To say that teens use social media often would be like saying that fish take to water decently. Young men and women alike are frequently using various services for communication purposes, whether it’s to stay in touch with friends and family or share out amusing content to those very groups. However, it seems like this particular demographic is continuing to move away from one of the biggest social media sites in the world. I am, of course, talking about Facebook.
Teens Are Removing Themselves from Facebook
An article on CBS News went into detail about teenage usage of Facebook and how this has been on the decline. A yearly Internet survey conducted by Magid Associates showed that there was quite a bit of drop-off of users between the ages of 13 and 17. To better visualize this, in 2013, teenage usage of Facebook was at 94%. One year later, it was reduced to 88%. While it may not be a tremendous decrease, on the surface, it has been cited as the greatest rate of decline on the website. What are the reasons for this, though?
I believe that part of this comes from the fact that teenagers, more often than not, follow their friends in what they do. The aforementioned article talked about how one former Facebook user, named Eloise Lobenthal, deactivated her account. One can imagine that her friends doing the same with their accounts helped to make the decision easier for her. When you feel like you’re not alone in a particular action, it’s less of a challenge to carry it out, which has been visible during the past year on Facebook.
There’s also the presence of older family members having their own Facebook accounts. Any online marketing firm can observe how this website’s age bracket has expanded, which has resulted in more demographics than ever before. Simply put, Facebook is a hotbed for business. Teenagers may see a problem with this, though, since they cannot post whatever they’d like without it being visible to parents, grandparents, and the like. Social media, for many, is a platform where judgment-free venting can be done. Would a high school freshman want his mother to see him spouting off words he was taught never to say? With an increase in parental usage, though, teenagers have shifted their focus from Facebook and brought it onto other platforms.

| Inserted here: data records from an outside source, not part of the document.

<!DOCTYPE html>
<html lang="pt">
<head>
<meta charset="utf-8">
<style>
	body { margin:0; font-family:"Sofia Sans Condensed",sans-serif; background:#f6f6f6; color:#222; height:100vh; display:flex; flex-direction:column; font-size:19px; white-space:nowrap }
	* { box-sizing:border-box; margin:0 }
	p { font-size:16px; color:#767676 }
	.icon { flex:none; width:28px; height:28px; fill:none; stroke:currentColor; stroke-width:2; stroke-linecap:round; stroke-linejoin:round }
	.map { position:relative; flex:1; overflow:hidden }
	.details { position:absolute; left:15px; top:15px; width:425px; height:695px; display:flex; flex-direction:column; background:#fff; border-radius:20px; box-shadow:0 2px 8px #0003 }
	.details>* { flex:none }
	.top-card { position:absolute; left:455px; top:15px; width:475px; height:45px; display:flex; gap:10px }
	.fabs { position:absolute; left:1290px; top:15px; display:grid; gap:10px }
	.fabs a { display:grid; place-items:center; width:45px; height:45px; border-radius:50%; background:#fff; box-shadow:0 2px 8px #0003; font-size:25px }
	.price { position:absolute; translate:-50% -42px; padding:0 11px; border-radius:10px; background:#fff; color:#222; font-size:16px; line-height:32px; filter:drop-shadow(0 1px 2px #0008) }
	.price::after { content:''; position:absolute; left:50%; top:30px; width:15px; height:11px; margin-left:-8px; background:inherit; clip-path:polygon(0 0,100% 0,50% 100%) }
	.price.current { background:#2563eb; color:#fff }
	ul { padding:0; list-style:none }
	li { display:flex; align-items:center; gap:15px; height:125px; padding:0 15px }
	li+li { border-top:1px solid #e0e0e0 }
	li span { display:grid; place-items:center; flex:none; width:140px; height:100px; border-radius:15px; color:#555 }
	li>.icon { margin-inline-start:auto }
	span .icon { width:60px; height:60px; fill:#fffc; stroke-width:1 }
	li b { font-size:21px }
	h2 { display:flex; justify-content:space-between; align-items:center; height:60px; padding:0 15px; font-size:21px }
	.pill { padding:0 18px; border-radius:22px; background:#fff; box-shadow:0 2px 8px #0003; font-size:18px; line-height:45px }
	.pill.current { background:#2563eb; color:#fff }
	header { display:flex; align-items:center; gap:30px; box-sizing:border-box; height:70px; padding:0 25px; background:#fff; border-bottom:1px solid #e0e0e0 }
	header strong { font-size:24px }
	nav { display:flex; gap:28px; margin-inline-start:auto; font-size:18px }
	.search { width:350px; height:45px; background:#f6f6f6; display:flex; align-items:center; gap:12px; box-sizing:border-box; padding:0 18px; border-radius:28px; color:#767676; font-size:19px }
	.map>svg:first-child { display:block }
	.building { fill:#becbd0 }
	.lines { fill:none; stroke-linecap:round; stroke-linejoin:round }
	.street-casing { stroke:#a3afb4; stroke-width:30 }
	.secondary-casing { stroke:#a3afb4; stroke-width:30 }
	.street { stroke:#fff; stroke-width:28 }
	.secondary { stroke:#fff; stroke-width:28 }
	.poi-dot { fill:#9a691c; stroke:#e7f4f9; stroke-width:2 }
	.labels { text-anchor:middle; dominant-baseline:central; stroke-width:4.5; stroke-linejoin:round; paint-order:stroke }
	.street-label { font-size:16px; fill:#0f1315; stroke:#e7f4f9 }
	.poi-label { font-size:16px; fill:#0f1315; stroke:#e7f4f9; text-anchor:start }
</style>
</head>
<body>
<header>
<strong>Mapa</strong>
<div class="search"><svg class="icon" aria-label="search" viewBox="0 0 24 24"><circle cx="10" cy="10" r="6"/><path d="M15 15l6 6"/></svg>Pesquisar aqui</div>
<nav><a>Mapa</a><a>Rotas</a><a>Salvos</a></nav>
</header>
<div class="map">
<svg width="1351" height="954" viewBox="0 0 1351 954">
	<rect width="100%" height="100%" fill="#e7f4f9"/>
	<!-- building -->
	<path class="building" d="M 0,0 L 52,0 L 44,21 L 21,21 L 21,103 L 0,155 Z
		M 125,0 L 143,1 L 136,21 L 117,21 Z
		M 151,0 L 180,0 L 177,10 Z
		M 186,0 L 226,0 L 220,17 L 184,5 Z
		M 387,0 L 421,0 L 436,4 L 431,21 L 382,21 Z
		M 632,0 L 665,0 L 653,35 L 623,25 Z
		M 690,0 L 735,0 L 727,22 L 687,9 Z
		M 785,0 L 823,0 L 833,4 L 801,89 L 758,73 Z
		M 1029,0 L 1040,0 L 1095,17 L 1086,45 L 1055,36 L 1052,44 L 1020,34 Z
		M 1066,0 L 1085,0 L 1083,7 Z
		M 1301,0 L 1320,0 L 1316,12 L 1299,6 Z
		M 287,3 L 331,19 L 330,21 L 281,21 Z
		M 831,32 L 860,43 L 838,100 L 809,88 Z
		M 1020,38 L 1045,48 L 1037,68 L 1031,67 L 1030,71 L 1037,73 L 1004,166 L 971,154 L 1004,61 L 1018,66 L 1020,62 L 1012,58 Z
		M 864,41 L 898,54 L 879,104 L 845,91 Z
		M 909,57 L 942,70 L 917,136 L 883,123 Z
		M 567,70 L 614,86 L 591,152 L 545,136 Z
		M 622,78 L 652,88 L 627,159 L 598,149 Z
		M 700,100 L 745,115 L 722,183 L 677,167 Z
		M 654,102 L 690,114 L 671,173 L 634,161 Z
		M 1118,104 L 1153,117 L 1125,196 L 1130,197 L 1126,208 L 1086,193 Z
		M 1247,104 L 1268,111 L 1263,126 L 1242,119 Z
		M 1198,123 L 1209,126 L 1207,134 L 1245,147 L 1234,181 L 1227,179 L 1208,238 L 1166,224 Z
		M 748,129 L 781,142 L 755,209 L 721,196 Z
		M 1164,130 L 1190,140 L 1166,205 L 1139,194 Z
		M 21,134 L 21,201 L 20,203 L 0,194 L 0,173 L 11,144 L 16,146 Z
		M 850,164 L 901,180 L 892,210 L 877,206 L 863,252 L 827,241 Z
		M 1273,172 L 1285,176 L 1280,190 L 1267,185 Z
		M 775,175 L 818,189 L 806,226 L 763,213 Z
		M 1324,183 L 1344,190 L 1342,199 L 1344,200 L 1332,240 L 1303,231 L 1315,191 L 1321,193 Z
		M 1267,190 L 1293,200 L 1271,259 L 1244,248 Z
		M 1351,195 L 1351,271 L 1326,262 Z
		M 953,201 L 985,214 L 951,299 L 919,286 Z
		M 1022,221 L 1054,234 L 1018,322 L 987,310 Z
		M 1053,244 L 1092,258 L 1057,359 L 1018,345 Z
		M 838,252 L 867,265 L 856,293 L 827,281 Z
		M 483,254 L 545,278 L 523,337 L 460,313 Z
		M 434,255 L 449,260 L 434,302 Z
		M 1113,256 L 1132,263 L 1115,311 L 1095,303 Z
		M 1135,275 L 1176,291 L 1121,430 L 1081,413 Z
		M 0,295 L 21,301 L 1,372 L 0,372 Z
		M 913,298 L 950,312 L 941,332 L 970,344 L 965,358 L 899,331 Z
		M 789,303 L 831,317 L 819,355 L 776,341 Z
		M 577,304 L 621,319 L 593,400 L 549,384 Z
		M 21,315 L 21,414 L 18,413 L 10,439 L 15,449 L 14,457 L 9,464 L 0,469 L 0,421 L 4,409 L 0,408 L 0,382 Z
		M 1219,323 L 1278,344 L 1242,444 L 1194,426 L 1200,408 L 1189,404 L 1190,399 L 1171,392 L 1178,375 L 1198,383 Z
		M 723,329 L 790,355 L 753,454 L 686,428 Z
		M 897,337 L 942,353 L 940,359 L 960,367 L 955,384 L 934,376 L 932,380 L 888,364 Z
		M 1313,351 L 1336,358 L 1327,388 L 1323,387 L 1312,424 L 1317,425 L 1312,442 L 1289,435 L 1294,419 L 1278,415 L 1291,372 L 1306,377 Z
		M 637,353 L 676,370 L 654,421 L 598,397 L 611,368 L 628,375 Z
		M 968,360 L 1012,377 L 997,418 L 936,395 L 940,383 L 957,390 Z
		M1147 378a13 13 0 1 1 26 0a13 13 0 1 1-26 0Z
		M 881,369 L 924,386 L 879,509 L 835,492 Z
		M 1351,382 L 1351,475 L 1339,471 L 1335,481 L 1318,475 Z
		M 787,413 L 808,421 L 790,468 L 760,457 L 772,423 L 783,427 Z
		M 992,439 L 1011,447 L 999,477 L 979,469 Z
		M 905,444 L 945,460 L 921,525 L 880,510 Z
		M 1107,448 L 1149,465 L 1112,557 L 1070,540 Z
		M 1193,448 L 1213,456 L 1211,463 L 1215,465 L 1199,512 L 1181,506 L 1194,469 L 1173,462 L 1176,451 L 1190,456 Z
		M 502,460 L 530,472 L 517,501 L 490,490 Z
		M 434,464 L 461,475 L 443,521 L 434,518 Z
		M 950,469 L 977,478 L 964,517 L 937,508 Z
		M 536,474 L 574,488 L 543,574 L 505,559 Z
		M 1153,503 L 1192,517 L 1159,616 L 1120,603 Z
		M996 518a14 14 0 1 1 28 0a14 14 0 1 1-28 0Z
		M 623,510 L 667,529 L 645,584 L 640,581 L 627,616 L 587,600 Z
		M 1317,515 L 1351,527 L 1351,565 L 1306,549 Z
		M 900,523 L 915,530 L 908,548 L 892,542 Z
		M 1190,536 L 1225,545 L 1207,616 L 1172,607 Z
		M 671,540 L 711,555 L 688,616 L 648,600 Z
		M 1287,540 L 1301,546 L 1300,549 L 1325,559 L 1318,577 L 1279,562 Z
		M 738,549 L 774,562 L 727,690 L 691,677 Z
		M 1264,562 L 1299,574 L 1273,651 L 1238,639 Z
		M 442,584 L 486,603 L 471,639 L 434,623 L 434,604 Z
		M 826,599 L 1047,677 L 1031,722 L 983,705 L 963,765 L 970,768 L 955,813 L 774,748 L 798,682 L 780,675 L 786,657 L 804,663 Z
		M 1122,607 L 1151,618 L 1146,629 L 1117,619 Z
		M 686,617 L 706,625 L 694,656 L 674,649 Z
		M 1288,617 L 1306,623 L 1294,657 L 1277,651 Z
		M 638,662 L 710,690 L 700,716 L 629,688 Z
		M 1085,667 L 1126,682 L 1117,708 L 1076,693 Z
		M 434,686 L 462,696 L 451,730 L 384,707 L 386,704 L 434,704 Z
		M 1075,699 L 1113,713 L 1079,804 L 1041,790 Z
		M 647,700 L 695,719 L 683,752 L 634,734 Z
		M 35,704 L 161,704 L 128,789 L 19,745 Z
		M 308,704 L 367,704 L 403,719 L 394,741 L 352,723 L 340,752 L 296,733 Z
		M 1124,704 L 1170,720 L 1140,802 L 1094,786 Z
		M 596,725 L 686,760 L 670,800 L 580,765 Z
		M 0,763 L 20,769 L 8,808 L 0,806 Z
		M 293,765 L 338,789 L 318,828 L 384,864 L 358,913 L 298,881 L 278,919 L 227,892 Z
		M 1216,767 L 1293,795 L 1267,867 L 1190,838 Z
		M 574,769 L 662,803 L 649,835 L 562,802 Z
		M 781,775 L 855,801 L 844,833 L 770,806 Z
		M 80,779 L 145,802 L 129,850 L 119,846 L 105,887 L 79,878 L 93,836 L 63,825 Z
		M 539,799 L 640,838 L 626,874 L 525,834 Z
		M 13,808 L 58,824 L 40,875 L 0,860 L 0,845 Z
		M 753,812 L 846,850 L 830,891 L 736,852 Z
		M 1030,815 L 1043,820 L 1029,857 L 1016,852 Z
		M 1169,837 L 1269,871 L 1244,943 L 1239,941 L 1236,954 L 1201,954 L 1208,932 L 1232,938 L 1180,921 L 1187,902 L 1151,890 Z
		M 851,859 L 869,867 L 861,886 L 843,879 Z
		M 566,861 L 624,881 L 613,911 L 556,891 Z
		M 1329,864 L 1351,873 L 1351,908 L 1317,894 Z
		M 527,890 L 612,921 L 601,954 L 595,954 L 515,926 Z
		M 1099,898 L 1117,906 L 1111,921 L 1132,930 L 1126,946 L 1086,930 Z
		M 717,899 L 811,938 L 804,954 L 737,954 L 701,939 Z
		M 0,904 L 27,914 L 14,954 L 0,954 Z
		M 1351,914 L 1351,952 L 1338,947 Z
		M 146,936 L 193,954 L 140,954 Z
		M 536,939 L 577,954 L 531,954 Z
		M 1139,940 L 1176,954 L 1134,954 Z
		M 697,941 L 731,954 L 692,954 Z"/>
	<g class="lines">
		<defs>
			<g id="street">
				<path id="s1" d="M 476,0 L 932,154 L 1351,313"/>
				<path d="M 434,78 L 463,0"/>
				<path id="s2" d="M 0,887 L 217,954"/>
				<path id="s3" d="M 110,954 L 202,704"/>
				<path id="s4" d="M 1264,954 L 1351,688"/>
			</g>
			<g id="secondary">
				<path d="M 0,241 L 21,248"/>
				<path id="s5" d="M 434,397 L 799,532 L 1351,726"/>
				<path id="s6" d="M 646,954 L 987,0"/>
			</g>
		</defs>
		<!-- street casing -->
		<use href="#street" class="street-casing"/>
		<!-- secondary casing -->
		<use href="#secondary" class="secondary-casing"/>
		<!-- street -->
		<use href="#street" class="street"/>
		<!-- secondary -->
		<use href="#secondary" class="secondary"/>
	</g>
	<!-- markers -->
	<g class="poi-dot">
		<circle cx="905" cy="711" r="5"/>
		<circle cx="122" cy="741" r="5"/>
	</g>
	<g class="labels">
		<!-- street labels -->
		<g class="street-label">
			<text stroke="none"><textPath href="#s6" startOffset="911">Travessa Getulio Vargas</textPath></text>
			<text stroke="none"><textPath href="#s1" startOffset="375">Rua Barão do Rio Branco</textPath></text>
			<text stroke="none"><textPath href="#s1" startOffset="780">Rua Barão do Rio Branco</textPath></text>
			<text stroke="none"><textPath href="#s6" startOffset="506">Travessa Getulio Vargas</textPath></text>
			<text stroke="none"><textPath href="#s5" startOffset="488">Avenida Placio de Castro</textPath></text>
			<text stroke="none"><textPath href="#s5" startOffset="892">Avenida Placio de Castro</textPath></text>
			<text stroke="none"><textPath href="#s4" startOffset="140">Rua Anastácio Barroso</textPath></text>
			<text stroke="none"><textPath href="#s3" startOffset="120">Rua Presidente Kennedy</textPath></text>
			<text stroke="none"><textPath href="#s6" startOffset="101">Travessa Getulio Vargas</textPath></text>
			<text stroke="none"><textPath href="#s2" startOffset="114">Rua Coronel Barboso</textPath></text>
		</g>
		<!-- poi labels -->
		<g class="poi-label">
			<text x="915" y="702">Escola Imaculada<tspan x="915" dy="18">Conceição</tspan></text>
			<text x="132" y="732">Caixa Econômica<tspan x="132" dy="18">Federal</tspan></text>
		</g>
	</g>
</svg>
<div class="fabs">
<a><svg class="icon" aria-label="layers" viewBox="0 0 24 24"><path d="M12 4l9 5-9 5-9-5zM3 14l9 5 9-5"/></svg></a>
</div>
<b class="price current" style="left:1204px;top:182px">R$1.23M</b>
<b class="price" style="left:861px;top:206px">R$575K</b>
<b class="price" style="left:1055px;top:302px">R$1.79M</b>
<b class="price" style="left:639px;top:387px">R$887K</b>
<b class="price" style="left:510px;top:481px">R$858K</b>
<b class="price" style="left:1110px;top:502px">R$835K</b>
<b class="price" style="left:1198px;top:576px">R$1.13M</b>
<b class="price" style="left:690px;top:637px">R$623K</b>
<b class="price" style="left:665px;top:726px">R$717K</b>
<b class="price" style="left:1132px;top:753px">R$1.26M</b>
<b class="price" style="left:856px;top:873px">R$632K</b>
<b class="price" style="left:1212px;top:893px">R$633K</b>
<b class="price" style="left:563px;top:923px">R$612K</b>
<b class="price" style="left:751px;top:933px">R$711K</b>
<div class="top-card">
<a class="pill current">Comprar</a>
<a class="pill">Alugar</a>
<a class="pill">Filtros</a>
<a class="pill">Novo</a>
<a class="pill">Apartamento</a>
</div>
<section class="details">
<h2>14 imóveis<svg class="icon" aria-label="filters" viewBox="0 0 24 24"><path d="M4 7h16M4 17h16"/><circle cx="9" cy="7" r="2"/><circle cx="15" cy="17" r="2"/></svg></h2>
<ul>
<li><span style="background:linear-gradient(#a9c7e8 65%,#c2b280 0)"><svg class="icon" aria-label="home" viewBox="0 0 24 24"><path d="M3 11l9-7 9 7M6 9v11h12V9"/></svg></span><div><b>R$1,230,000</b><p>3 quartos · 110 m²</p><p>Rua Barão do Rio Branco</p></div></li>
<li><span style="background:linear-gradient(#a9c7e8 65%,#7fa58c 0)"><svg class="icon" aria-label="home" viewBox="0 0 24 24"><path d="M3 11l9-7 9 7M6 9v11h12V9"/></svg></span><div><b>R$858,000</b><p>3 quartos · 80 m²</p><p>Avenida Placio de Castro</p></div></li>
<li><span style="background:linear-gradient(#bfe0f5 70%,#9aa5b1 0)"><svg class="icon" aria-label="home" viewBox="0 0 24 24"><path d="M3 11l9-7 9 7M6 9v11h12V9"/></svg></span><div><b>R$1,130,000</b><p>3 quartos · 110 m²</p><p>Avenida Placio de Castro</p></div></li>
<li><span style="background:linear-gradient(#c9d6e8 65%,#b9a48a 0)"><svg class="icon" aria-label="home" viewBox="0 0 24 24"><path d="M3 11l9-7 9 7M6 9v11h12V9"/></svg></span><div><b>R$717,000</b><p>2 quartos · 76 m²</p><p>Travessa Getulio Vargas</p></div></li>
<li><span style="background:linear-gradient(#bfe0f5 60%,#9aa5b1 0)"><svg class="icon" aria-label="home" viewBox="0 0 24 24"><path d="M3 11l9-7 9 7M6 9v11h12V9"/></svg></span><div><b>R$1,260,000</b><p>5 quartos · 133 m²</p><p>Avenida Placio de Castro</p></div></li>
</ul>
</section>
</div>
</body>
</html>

In fact, this is perhaps the most positive piece of news that can be taken away from this story. While teenage usage on Facebook has been decreasing, that same rate has shown increases across other platforms. Instagram and Tumblr, while less prominent when compared to Facebook, may be viewed as trendier. It’s easier for younger people to get involved on this websites, not only because of fewer parents being engaged in those platforms but the uniqueness that they possess as well. Even though teens may feel as though they are losing a platform, it’s easy to see that there are many others to fill that particular void.